[[ Data for processing open ]]

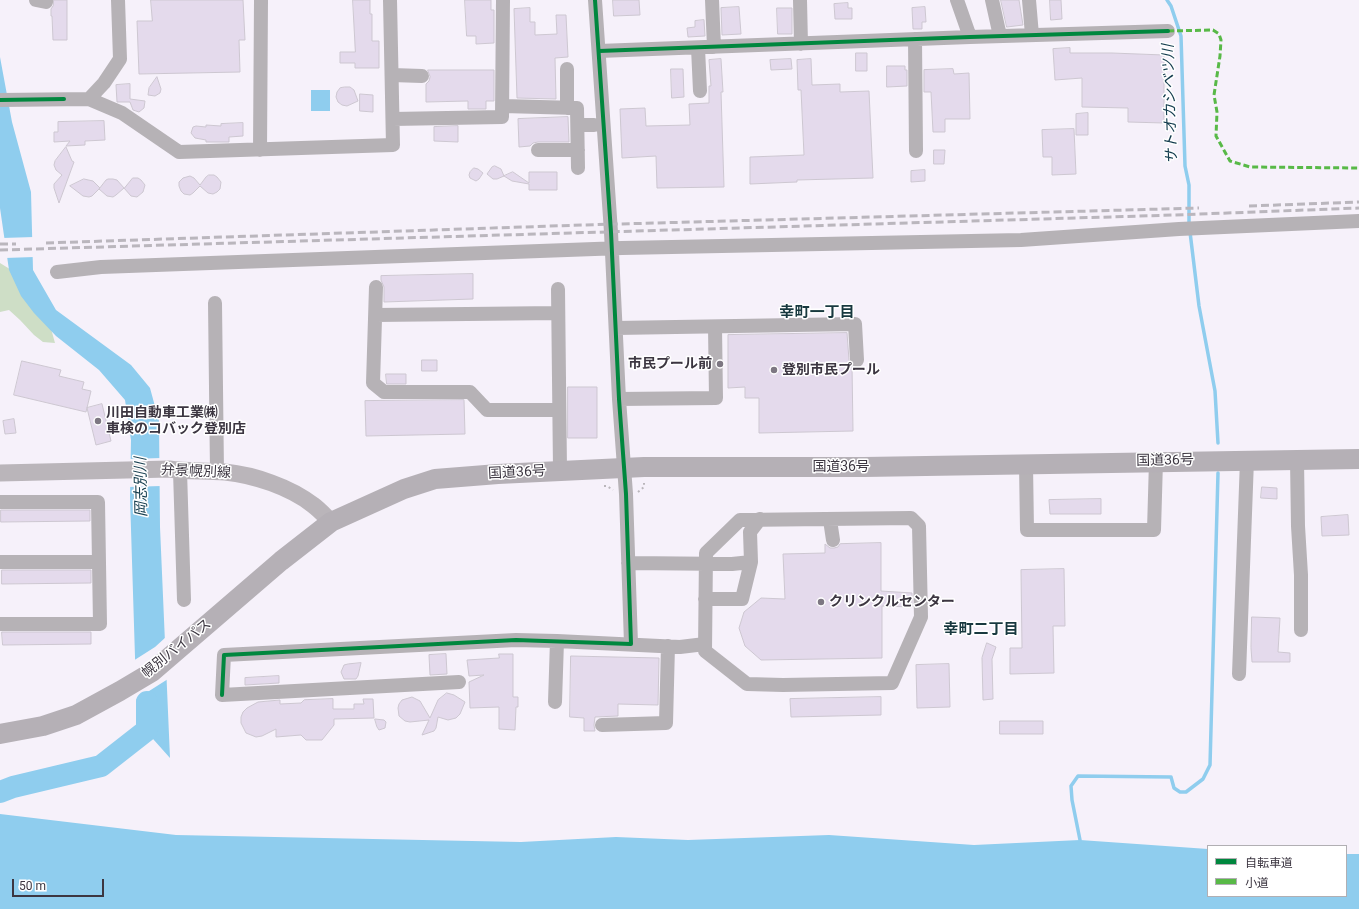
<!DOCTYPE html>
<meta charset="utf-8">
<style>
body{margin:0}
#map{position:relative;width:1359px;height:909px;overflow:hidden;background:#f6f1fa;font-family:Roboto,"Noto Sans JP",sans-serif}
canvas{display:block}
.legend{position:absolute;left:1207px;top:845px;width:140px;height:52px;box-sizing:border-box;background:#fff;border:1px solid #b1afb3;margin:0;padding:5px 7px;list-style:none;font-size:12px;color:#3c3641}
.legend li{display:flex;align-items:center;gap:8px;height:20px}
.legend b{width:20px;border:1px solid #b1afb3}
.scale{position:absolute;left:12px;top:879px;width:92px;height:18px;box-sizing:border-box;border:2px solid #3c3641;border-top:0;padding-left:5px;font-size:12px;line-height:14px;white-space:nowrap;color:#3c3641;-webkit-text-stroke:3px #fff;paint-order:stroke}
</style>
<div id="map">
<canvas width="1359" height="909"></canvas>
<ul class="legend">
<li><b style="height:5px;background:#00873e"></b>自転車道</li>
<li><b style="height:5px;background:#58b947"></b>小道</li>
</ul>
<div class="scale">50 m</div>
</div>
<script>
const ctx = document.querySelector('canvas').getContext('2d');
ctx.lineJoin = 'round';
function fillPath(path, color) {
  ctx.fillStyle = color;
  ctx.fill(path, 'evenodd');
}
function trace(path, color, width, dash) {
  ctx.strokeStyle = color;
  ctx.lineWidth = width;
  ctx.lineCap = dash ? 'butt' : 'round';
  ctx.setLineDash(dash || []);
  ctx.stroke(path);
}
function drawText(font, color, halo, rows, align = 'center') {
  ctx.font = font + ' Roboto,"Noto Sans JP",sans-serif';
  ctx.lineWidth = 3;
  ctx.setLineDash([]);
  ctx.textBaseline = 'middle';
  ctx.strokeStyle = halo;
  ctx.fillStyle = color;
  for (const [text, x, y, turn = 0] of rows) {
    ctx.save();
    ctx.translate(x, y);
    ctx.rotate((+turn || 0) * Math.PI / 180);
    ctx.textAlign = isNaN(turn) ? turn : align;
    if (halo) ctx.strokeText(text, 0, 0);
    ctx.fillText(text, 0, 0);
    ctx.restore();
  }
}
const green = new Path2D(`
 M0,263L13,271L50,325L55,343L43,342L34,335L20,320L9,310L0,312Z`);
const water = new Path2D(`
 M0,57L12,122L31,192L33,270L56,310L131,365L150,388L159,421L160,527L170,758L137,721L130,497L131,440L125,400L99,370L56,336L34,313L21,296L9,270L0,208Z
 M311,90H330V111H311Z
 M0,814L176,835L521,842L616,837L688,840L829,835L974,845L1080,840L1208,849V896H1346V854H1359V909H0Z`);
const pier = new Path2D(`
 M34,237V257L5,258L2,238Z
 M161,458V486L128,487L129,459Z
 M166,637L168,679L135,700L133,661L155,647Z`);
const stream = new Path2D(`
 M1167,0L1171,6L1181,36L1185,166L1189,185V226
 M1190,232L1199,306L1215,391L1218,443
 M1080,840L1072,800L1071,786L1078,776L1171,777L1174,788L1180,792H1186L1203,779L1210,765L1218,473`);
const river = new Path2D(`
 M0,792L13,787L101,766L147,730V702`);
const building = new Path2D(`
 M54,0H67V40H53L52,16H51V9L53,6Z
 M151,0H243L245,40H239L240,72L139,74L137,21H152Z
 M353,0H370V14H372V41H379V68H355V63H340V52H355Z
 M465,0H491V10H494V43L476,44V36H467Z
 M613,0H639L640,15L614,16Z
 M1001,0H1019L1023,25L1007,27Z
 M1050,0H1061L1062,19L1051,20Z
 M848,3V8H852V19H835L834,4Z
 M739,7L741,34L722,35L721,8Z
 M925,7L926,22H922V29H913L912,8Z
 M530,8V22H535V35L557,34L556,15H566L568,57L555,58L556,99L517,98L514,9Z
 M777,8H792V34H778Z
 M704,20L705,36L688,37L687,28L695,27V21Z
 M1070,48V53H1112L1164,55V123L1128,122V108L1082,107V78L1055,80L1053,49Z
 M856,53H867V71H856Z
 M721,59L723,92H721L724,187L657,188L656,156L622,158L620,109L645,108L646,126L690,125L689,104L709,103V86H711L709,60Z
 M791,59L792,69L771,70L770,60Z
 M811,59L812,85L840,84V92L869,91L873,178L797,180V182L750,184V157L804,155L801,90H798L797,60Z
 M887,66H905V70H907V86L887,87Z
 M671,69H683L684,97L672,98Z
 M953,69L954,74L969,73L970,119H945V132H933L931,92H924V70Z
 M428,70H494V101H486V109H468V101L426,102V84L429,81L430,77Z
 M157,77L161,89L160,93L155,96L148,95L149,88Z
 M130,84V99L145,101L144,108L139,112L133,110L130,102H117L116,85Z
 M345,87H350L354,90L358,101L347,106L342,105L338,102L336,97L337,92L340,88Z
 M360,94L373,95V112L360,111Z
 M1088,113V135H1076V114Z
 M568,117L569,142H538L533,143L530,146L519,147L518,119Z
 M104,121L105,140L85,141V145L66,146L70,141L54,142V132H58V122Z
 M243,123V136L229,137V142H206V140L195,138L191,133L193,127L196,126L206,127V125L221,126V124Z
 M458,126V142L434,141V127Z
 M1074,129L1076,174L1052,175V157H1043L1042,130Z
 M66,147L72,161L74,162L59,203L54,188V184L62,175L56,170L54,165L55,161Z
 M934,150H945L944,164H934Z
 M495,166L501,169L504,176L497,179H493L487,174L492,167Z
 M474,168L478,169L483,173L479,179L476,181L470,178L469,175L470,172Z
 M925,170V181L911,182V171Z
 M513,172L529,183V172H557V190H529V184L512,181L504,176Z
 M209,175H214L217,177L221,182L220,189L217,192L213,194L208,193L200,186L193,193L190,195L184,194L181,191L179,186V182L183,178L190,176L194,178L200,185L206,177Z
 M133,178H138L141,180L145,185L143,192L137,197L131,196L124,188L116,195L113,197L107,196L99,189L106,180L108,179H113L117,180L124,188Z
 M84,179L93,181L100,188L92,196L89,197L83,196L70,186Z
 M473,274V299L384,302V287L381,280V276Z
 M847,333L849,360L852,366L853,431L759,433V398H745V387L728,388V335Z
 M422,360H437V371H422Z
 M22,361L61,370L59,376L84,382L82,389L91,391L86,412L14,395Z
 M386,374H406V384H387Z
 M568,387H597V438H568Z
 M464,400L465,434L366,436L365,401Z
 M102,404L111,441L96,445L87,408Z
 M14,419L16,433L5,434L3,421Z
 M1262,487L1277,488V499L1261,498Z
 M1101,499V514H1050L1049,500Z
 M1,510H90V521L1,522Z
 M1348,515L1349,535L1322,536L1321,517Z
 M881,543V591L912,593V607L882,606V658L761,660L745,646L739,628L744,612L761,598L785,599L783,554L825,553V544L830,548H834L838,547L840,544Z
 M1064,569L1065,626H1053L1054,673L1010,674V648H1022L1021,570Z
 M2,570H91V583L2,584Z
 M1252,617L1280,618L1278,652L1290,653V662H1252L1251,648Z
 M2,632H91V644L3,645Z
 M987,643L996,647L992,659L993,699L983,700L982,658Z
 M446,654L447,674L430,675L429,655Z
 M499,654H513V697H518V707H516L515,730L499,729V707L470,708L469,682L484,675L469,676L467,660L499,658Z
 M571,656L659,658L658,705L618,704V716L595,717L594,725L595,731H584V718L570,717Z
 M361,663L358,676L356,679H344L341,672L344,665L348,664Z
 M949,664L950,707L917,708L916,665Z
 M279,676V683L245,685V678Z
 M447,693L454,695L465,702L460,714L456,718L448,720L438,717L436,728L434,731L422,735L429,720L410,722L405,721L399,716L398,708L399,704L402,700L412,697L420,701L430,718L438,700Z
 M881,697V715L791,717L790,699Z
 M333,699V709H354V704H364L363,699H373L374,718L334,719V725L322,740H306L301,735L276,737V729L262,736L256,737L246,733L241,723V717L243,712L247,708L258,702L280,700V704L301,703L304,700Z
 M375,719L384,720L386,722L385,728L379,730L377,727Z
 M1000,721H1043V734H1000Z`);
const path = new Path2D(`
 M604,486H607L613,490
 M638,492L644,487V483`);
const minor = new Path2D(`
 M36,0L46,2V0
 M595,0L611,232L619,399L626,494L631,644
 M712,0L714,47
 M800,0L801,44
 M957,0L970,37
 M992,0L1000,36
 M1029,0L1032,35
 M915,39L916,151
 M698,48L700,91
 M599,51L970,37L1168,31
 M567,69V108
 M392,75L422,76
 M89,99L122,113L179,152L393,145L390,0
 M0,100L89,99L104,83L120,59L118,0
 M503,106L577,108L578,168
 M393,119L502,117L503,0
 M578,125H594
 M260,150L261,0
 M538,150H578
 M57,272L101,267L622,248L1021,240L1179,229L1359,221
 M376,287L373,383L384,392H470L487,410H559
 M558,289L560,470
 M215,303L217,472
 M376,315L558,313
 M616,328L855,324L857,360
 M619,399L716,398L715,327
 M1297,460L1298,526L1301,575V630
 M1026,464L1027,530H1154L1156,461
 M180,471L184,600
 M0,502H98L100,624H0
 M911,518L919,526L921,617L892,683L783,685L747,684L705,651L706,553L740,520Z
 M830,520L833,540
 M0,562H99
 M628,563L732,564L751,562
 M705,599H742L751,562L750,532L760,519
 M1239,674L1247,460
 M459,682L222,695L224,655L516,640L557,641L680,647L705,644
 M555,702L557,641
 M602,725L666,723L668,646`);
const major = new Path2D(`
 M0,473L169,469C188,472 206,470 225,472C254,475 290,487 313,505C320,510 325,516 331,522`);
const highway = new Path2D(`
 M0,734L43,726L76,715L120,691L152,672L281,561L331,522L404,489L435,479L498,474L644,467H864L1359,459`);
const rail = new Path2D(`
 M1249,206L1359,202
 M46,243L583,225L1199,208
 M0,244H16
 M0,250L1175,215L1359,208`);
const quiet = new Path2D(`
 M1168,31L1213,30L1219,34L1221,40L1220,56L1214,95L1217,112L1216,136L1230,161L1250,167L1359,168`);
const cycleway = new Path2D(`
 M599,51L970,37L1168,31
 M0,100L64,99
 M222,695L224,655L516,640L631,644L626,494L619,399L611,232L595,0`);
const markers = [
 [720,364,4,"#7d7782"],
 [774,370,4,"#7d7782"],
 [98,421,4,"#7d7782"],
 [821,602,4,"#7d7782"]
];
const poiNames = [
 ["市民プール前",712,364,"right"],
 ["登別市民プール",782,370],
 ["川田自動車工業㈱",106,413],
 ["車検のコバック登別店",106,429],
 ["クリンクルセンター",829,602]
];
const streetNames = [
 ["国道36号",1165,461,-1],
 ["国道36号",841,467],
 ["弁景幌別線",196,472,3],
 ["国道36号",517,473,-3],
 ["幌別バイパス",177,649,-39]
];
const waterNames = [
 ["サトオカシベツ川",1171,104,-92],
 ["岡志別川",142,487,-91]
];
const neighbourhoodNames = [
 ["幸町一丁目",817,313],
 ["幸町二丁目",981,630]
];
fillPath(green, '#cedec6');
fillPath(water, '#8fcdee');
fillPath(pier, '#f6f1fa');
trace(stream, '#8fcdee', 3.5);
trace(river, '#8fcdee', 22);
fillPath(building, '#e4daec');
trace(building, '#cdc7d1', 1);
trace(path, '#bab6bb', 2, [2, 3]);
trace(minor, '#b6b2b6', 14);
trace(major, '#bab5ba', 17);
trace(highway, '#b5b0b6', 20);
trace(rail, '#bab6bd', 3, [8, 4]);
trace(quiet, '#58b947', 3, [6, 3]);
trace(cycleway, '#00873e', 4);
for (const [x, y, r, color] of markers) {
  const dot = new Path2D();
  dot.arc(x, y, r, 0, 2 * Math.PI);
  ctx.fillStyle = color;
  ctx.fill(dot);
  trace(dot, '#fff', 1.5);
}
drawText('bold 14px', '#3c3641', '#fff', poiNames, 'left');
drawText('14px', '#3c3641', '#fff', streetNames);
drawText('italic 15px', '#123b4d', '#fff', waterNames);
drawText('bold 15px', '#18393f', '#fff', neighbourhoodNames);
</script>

[[ Data for processing closed ]]

Lines of the listing above that contain the word "setLineDash" must all be copied.

→ **Answer**
  ctx.setLineDash(dash || []);
  ctx.setLineDash([]);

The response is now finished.